System.lineSeparator() returns nothing

拜拜、爱过 提交于 2019-12-06 09:39:25

As you expect, the line separator contains special characters such as '\r' or '\n' that denote the end of a line. However, although they would be written in Java source code with those backslash escape sequences, they do not appear that way when printed.
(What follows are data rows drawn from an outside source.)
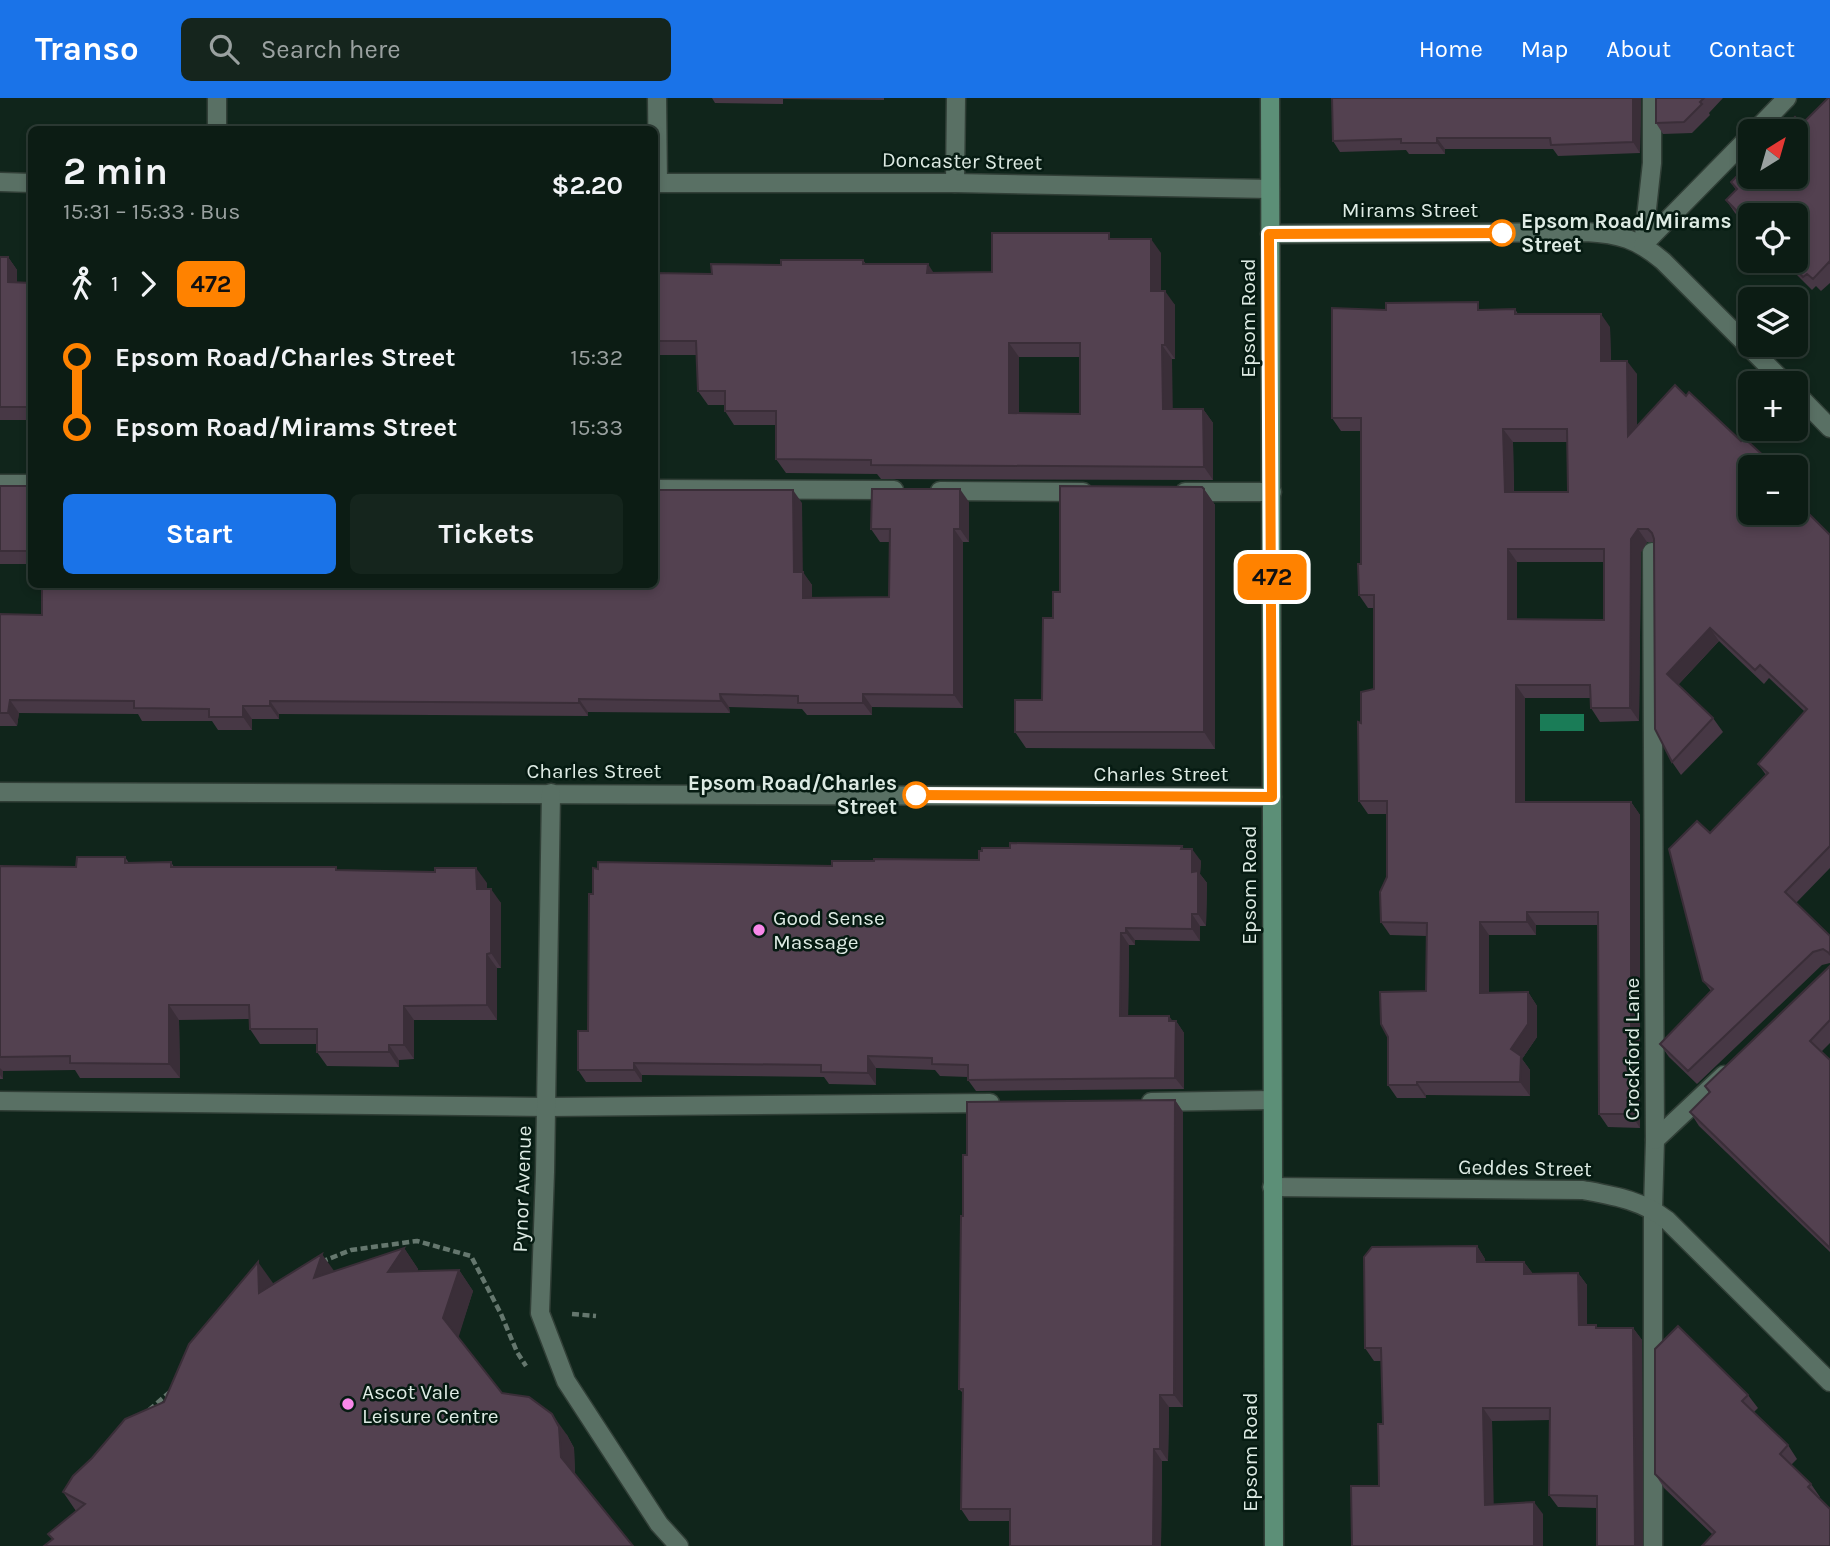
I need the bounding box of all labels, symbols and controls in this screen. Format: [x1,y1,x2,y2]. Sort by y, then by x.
search box [181,18,671,81]
text: Transo [35,30,139,68]
icon: search [205,30,243,68]
text: Search here [261,34,401,65]
text: Home [1419,35,1483,63]
text: Map [1521,35,1568,63]
text: About [1606,35,1671,63]
text: Contact [1709,35,1795,63]
north arrow [1738,119,1808,189]
map controls [1738,119,1808,525]
street label: Doncaster Street [882,148,1042,174]
text: 2 min [63,149,168,194]
text: $2.20 [552,170,623,201]
text: 15:31 – 15:33 · Bus [63,198,240,225]
street label: Mirams Street [1342,198,1478,222]
button: locate [1738,203,1808,273]
place label: Epsom Road/Mirams Street [1521,209,1732,257]
marker: Epsom Road/Mirams Street [1489,220,1515,246]
street label: Epsom Road [1236,258,1260,378]
icon: walk [63,265,101,303]
icon: forward [129,265,167,303]
text: 1 [111,270,119,297]
text: 472 [191,270,231,298]
button: layers [1738,287,1808,357]
text: Epsom Road/Charles Street [115,342,456,373]
text: 15:32 [570,344,623,371]
button: + [1738,371,1808,441]
text: Epsom Road/Mirams Street [115,412,457,443]
text: 15:33 [570,414,623,441]
button: − [1738,455,1808,525]
button: Start [63,494,336,574]
button: Tickets [350,494,623,574]
line badge: 472 [1232,554,1312,600]
text: 472 [1252,563,1292,591]
street label: Charles Street [526,759,662,783]
street label: Charles Street [1093,762,1229,786]
place label: Epsom Road/Charles Street [688,771,897,819]
marker: Epsom Road/Charles Street [903,782,929,808]
street label: Epsom Road [1237,825,1261,945]
place label: Good Sense Massage [773,906,885,954]
marker: Good Sense Massage [751,922,767,938]
street label: Crockford Lane [1620,978,1644,1120]
street label: Pynor Avenue [508,1125,536,1253]
street label: Geddes Street [1458,1155,1592,1181]
place label: Ascot Vale Leisure Centre [362,1380,499,1428]
street label: Epsom Road [1238,1392,1262,1512]
marker: Ascot Vale Leisure Centre [340,1396,356,1412]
The purpose of a line separator is to separate lines, so, for example, the output of

System.out.println("Hello"+System.lineSeparator()+"World");

is

Hello
World

rather than, say

Hello\nWorld

You can even see this in the output of your code: the output of

System.out.println("LineSeperator1: "+System.getProperty("line.separator"));

had an extra blank line before the output of the next statement, because there was a line separator from System.getProperty("line.separator") and another from the use of println.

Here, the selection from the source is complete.